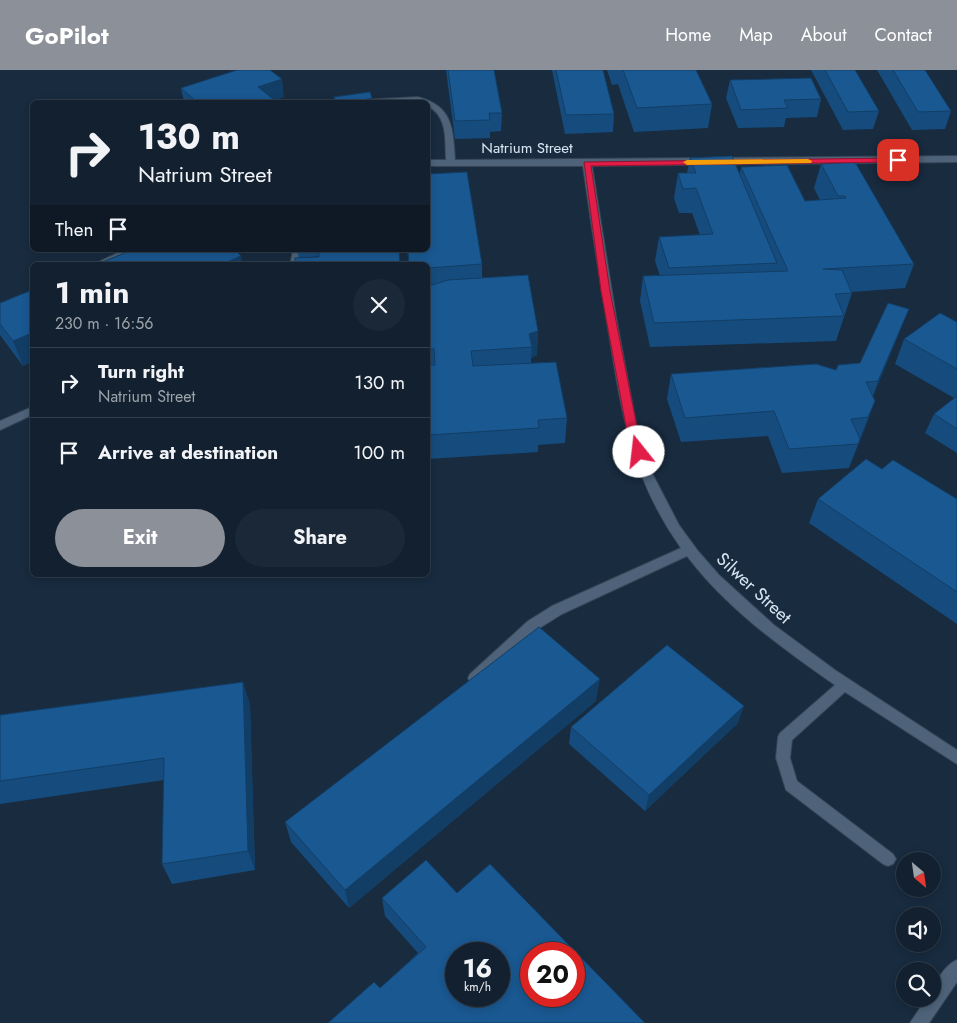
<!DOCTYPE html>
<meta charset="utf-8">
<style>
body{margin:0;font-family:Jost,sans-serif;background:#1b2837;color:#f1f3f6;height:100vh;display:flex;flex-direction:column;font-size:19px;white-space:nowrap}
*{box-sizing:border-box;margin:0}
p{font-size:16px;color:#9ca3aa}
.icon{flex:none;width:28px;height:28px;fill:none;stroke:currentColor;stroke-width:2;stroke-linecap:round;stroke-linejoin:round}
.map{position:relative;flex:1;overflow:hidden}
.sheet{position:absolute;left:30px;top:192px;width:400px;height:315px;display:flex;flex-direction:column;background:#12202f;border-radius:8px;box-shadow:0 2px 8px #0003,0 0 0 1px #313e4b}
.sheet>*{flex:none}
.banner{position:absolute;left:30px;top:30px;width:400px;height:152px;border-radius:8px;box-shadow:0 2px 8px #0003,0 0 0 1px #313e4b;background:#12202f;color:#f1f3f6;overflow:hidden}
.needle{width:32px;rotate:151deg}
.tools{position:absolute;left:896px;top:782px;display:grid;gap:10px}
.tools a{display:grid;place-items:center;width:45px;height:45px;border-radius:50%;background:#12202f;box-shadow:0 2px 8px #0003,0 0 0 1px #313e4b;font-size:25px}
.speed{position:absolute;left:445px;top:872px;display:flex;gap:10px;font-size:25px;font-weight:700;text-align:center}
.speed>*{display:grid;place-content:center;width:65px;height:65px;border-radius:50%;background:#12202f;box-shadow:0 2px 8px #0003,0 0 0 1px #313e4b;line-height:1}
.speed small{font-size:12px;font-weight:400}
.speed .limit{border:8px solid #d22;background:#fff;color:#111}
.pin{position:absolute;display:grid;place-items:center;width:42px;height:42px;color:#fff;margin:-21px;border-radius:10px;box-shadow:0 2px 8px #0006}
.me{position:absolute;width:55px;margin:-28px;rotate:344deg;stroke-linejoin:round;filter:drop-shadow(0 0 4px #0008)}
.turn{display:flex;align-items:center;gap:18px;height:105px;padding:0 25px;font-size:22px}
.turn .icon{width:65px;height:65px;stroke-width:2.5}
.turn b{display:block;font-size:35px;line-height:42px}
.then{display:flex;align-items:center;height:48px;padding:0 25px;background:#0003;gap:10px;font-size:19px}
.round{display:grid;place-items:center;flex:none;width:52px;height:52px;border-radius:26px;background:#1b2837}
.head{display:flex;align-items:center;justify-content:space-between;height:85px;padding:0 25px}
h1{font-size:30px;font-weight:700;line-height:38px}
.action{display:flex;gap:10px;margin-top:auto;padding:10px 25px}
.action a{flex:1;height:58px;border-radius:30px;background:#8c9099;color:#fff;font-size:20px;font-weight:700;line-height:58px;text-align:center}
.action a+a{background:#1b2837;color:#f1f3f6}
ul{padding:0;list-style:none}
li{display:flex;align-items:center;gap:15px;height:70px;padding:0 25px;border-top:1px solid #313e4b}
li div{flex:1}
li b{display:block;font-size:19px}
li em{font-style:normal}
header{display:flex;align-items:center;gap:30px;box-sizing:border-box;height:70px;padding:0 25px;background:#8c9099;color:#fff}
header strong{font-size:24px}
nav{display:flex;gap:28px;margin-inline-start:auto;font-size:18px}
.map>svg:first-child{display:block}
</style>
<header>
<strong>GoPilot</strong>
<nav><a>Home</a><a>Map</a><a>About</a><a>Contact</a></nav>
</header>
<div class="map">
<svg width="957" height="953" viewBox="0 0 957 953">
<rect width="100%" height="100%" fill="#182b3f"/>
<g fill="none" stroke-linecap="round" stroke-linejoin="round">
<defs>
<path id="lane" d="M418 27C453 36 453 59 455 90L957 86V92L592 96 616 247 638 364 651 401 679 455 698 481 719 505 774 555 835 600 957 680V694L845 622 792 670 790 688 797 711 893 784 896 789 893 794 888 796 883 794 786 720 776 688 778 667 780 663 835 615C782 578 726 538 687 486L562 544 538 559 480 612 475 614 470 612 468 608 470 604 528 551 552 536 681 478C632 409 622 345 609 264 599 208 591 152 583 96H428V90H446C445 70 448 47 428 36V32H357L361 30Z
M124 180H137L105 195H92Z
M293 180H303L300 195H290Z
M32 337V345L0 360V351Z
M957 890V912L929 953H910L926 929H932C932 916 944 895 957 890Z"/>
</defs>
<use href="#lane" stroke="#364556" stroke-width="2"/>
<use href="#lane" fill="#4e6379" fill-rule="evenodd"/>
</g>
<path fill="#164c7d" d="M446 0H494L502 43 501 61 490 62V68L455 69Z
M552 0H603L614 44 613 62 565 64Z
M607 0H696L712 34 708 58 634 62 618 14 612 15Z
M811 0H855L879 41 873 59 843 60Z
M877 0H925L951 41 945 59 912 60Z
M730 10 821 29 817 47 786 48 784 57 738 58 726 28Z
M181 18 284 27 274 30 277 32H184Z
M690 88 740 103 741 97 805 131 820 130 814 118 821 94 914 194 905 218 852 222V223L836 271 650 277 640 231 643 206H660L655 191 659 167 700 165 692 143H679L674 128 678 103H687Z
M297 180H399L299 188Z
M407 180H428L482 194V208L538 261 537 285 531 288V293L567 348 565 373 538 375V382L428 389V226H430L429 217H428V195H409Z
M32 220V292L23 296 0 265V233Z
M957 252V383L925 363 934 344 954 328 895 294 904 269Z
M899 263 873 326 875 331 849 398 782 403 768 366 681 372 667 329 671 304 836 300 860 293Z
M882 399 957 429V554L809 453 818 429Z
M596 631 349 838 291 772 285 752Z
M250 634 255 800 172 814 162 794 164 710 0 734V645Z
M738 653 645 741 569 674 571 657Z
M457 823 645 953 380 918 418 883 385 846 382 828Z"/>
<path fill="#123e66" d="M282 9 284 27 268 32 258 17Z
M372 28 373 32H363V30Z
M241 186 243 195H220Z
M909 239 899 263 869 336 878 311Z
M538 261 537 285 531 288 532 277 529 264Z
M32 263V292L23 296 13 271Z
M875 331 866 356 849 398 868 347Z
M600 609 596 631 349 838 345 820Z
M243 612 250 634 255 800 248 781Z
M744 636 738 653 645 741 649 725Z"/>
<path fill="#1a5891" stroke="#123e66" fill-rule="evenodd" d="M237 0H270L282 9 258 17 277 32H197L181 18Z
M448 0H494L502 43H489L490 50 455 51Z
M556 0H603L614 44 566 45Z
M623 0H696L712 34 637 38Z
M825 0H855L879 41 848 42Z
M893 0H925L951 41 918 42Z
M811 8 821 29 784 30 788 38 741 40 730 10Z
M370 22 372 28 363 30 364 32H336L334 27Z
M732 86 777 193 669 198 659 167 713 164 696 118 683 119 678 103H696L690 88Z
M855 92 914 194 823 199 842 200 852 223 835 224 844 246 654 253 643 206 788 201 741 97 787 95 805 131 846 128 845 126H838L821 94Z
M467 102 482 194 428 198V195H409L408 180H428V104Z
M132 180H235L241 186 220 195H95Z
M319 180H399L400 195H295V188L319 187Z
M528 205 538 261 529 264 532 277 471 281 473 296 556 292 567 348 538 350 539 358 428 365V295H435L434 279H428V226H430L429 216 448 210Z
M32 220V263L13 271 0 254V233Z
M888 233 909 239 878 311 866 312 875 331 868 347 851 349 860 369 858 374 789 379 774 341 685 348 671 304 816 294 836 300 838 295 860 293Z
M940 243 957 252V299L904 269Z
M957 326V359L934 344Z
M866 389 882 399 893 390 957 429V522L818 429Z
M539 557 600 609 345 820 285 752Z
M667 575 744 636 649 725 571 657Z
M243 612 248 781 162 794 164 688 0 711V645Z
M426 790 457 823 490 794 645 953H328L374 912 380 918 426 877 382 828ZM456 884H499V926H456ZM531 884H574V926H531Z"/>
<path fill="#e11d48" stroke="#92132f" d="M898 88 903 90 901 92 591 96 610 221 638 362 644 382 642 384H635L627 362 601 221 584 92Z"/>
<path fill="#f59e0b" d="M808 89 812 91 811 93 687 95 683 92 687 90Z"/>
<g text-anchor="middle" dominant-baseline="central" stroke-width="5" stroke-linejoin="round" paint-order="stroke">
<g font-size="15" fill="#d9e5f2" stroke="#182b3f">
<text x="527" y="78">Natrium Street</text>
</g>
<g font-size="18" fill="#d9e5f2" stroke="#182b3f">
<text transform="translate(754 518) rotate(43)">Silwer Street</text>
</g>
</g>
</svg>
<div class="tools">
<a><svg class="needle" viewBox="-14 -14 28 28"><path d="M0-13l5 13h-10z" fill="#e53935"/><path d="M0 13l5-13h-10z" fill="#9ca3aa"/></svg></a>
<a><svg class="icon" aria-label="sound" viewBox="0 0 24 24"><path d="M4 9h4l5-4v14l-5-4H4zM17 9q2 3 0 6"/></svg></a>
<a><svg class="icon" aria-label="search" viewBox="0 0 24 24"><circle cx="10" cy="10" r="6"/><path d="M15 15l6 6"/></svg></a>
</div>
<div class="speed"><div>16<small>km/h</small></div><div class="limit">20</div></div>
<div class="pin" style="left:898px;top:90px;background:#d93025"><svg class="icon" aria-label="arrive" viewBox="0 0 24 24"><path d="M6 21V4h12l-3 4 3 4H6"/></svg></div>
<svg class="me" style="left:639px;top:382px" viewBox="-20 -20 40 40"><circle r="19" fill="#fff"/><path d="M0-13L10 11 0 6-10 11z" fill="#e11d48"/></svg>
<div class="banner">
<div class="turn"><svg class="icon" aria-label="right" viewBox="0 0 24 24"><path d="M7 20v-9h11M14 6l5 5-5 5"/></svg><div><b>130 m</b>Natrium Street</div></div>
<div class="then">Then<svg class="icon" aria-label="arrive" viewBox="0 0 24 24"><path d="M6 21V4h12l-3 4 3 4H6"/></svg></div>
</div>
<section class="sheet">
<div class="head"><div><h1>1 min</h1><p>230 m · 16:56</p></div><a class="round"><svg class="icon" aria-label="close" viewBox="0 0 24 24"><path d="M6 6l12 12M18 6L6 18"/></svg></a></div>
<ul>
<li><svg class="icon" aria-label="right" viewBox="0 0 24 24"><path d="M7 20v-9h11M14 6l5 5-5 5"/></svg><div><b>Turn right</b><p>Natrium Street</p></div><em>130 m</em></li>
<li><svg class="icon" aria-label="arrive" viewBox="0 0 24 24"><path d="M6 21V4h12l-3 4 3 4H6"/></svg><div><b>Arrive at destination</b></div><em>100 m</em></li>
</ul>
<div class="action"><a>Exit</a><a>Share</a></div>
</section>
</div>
...
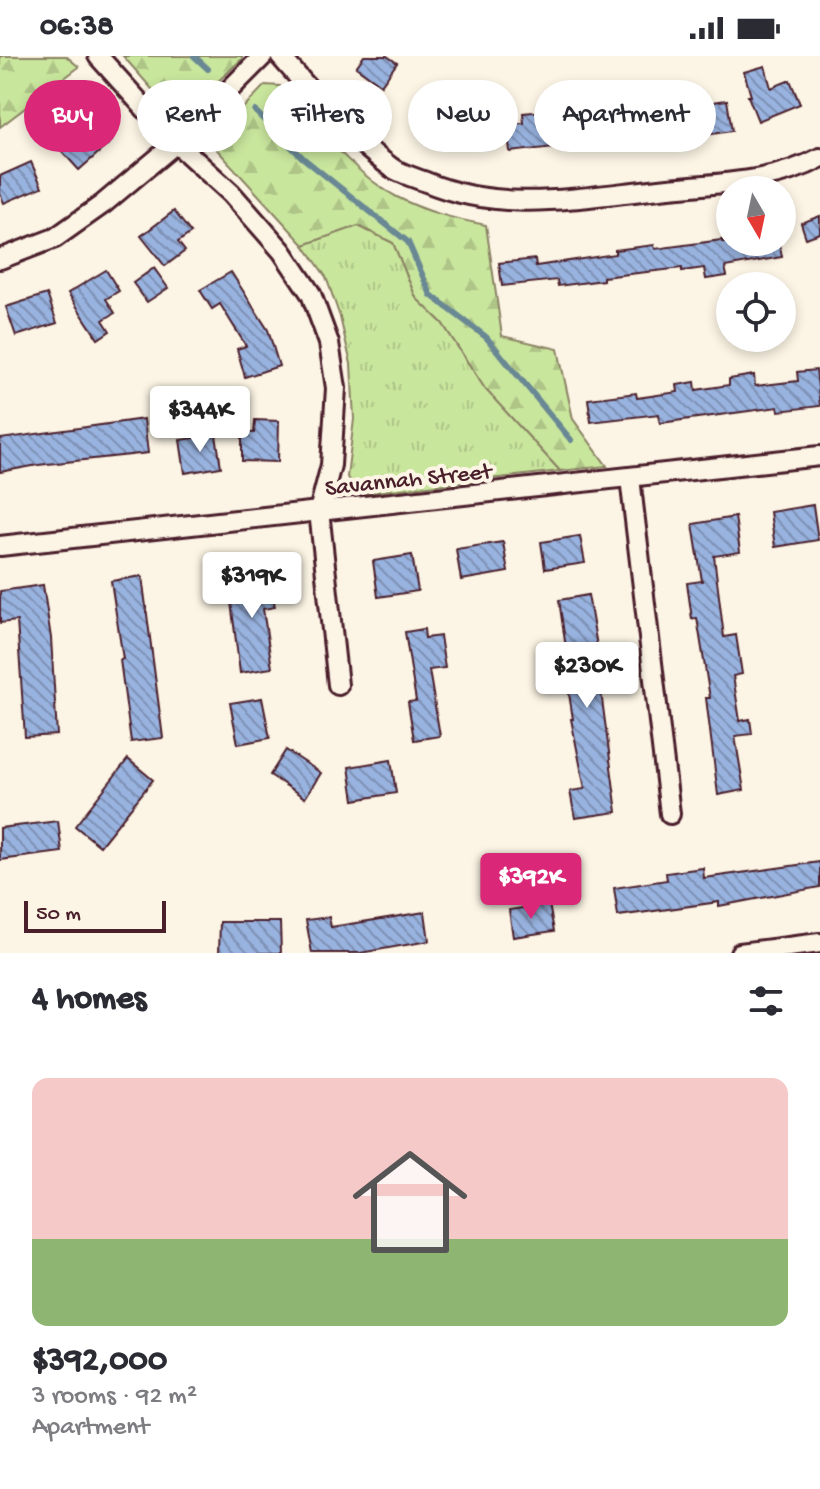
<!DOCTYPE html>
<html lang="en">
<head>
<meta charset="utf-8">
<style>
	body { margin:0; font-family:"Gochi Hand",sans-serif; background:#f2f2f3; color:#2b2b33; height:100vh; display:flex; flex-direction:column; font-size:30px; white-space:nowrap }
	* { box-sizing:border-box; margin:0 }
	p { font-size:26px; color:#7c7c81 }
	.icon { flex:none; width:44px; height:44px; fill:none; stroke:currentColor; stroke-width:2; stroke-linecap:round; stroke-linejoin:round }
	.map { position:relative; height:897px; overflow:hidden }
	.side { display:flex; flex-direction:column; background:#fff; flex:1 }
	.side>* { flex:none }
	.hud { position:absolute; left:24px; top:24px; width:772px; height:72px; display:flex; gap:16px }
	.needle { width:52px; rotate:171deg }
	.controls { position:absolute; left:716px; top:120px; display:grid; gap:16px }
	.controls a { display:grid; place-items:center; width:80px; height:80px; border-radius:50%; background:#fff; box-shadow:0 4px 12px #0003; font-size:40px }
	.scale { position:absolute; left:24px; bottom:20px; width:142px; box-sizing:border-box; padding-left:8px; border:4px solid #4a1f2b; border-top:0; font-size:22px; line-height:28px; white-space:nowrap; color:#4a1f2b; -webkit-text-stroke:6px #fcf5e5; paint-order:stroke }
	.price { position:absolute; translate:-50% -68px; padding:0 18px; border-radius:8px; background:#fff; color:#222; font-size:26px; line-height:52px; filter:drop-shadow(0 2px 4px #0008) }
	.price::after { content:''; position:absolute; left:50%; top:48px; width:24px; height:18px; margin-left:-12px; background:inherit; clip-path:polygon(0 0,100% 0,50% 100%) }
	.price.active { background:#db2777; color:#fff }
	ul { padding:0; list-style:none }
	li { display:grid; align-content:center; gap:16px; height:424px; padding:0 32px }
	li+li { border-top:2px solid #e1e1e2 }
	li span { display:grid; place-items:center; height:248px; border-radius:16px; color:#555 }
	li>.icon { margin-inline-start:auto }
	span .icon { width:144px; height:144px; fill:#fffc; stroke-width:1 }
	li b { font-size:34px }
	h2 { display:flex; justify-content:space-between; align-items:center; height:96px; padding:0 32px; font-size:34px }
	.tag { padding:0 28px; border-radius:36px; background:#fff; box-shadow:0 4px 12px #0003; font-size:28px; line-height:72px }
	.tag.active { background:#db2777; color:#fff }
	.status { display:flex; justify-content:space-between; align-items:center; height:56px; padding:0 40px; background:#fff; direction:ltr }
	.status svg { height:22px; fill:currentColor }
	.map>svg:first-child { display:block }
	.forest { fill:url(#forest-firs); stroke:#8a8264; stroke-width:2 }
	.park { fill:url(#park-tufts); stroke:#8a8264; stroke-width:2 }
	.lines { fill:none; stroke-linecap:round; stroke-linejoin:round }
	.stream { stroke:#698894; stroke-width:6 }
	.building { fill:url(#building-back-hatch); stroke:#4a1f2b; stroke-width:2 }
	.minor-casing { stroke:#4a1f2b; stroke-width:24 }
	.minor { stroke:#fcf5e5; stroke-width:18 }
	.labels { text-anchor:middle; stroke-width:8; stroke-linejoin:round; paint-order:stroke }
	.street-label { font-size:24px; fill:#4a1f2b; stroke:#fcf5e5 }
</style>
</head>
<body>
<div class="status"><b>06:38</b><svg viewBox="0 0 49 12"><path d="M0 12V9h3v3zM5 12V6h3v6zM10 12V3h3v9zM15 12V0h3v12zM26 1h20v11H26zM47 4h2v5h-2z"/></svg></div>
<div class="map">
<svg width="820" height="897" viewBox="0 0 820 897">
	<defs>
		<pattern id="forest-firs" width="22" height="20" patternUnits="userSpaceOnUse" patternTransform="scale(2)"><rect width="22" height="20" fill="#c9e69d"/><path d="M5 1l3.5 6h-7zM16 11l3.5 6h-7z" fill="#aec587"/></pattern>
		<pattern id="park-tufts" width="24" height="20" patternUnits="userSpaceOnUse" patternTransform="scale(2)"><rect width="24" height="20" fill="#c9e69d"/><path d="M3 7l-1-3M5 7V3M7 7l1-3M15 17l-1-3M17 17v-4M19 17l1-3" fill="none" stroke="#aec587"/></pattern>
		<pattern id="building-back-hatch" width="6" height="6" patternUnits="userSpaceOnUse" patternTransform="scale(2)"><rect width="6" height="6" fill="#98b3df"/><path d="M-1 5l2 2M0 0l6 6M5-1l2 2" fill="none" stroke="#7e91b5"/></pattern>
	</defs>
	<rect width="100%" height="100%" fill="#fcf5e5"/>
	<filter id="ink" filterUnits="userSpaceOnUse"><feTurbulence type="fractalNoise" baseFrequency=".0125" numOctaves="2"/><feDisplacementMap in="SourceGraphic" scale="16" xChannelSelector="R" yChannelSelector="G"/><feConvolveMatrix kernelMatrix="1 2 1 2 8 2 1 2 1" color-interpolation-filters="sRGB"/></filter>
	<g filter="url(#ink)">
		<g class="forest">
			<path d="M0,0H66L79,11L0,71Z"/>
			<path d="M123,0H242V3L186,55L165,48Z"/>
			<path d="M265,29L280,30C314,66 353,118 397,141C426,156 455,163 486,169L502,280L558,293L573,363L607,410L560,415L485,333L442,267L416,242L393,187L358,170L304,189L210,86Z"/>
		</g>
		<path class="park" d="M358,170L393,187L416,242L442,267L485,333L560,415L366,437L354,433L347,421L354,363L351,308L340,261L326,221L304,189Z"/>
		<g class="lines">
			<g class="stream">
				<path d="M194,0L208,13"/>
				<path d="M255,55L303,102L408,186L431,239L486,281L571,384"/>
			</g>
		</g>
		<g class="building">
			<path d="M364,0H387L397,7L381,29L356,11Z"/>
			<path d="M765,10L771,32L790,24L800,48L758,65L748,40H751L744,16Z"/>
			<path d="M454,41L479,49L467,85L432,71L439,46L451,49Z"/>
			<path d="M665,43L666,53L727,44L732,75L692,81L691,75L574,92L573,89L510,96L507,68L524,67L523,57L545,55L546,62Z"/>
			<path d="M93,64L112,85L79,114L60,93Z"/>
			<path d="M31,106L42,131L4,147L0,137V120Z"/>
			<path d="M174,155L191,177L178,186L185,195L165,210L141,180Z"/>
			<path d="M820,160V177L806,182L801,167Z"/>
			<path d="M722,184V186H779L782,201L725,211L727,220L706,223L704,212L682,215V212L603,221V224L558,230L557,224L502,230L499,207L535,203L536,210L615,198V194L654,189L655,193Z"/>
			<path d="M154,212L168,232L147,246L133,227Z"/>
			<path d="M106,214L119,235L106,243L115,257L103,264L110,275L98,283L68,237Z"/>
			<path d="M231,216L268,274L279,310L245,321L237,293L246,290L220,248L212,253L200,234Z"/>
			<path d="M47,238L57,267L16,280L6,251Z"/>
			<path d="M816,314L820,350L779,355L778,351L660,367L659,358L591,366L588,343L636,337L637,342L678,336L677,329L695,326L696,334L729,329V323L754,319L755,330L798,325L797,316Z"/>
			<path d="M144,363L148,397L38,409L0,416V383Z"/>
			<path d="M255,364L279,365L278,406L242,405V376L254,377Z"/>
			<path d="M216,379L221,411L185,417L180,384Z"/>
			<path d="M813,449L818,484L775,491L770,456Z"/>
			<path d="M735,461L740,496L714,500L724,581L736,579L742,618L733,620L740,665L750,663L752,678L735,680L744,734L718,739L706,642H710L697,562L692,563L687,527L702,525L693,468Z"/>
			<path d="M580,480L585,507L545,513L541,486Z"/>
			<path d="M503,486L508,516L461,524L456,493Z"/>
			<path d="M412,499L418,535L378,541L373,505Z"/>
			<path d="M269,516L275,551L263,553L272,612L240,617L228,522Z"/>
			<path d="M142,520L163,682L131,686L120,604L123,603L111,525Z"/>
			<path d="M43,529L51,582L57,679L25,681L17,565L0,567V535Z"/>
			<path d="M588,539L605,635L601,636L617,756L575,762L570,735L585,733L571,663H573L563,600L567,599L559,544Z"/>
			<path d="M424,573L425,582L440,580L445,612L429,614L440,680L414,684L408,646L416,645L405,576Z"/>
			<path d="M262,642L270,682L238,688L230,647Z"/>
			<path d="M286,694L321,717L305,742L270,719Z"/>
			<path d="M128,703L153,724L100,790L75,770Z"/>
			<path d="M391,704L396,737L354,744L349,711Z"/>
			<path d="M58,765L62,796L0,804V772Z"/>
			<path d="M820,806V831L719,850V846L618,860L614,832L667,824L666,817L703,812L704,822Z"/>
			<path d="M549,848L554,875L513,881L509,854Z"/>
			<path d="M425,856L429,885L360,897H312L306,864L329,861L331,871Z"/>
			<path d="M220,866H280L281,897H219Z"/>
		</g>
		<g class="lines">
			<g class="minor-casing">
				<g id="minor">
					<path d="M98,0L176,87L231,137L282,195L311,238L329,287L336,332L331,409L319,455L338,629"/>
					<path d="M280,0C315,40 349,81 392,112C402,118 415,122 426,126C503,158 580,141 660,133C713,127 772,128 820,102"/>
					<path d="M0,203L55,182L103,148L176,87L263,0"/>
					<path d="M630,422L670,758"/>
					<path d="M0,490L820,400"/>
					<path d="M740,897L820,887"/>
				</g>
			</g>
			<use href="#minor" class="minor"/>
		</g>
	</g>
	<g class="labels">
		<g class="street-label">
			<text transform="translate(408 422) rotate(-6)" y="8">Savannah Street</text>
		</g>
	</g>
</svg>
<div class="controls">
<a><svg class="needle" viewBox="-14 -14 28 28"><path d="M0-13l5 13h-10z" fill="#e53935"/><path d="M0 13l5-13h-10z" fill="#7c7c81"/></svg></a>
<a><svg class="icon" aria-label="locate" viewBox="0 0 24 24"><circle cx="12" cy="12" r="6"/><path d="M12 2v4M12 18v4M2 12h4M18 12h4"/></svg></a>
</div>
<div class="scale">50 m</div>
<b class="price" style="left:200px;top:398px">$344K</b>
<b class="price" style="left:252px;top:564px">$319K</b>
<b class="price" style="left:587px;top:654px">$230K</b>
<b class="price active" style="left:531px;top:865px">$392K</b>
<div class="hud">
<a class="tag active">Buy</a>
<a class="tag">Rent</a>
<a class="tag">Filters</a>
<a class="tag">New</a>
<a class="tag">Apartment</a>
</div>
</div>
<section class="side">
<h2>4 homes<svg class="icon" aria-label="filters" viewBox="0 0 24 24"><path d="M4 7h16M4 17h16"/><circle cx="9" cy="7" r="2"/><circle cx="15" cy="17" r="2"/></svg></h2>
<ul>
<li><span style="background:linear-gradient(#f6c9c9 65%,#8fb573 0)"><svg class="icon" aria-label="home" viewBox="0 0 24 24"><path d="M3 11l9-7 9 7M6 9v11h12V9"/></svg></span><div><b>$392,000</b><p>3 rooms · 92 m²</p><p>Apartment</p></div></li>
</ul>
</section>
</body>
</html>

:: TASK GOAL ::
What is the number of lines in the data that include "casing"? Answer with that number alone.

:: EXERCISE RESPONSE ::
2